Which would be unfortunate. At its best the summit could significantly change regional dynamics. If North Korea abandoned its nuclear weapons program, why should the U.S. maintain a garrison in the South? The Republic of Korea is able to defend itself. And if détente blooms in Washington and Pyongyang, then why not in Seoul and Pyongyang as well? Beijing might be willing to offer greater assistance and guarantees with the knowledge that the U.S. would not attempt to use the Korean Peninsula as part of America’s ill‐concealed campaign of containment.
But it’s clearly better to have both leaders talking rather than threatening each other. The acrimonious, militaristic atmosphere would dissipate, at least for a short time. And to the extent the North appeared reasonable and forthcoming, it would be harder for Washington to again threaten military action. It would be almost impossible to win an agreement for war from the ROK, and outside pressure against risking a Second Korean War would be strong.
Nevertheless, if President Trump enters into talks with unreasonable expectations and leaves feeling betrayed, he might be more inclined to take military action, irrespective of what anyone else thinks. After all, how could he allow a regime like North Korea to “win”? To avoid such a response would require him to exhibit a heretofore unrecognized seriousness of character.

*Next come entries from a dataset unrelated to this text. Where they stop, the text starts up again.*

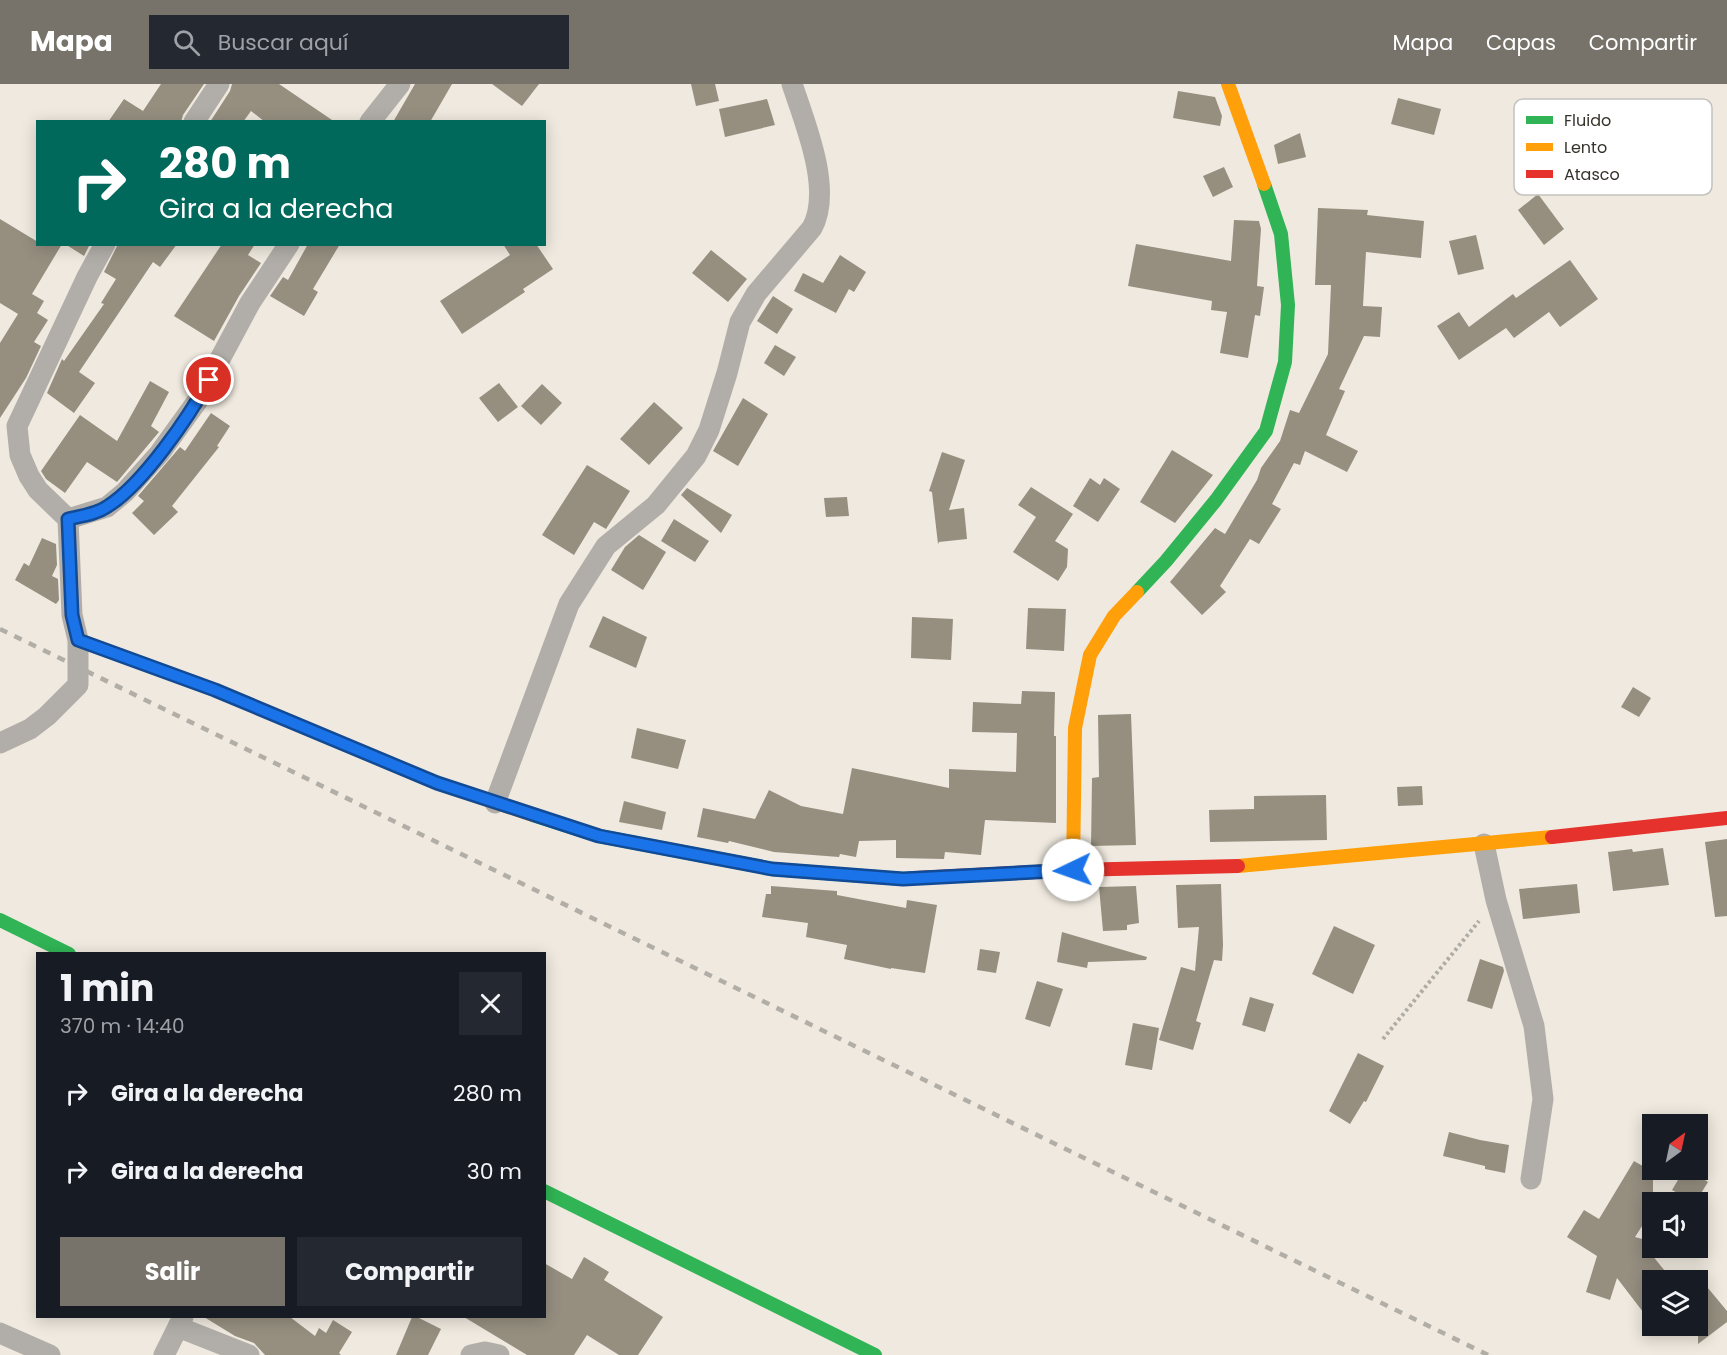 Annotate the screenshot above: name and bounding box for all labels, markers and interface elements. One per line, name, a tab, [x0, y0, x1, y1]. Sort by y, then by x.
search box	[149, 15, 569, 69]
text: Mapa	[30, 22, 113, 61]
icon: search	[170, 26, 203, 59]
text: Buscar aquí	[218, 27, 348, 58]
text: Mapa	[1392, 28, 1453, 57]
text: Capas	[1486, 28, 1556, 57]
text: Compartir	[1589, 28, 1697, 57]
legend	[1514, 99, 1712, 195]
text: Fluido	[1564, 109, 1611, 132]
text: 280 m	[159, 134, 291, 193]
text: Lento	[1564, 136, 1607, 159]
icon: right	[60, 144, 138, 222]
text: Atasco	[1564, 163, 1620, 186]
text: Gira a la derecha	[159, 190, 393, 227]
pin	[183, 354, 234, 405]
icon: arrive	[192, 363, 225, 396]
position arrow	[1041, 838, 1105, 902]
text: 1 min	[60, 963, 154, 1014]
button: close	[459, 972, 522, 1035]
text: 370 m · 14:40	[60, 1012, 185, 1040]
icon: right	[60, 1077, 93, 1110]
text: Gira a la derecha	[111, 1078, 304, 1109]
text: 280 m	[453, 1078, 522, 1109]
north arrow	[1642, 1114, 1708, 1180]
map controls	[1642, 1114, 1708, 1336]
icon: right	[60, 1155, 93, 1188]
text: Gira a la derecha	[111, 1156, 304, 1187]
text: 30 m	[467, 1156, 522, 1187]
button: sound	[1642, 1192, 1708, 1258]
button: Salir	[60, 1237, 285, 1306]
button: Compartir	[297, 1237, 522, 1306]
button: layers	[1642, 1270, 1708, 1336] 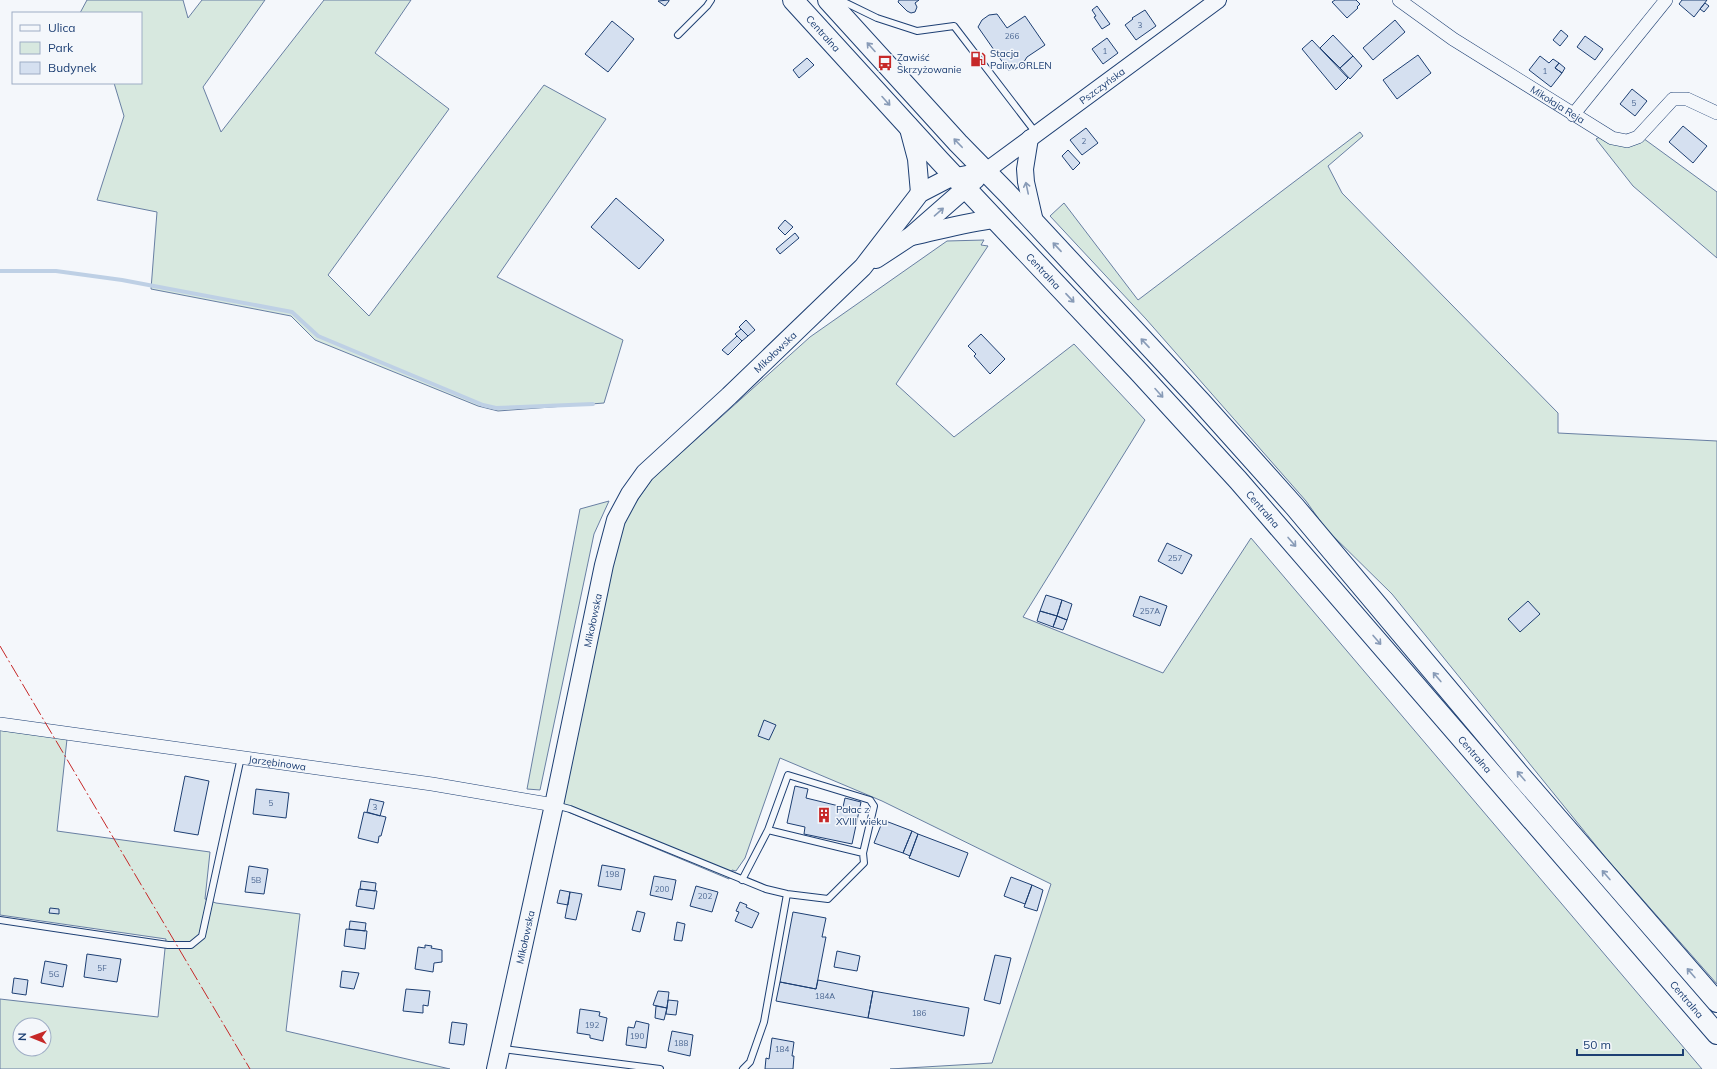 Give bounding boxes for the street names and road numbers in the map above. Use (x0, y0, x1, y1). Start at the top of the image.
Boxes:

Strategy toward the Koreas has been a wild ride of late. It isn’t clear whether President Trump or Supreme Leader Kim has been more irresponsible. The prospect of a summit between the two has only increased the drama. The results might be positive, but much could also go wrong. Most importantly, though, the possibility of war seems to have been moved back at least until May. That alone is cause for celebration.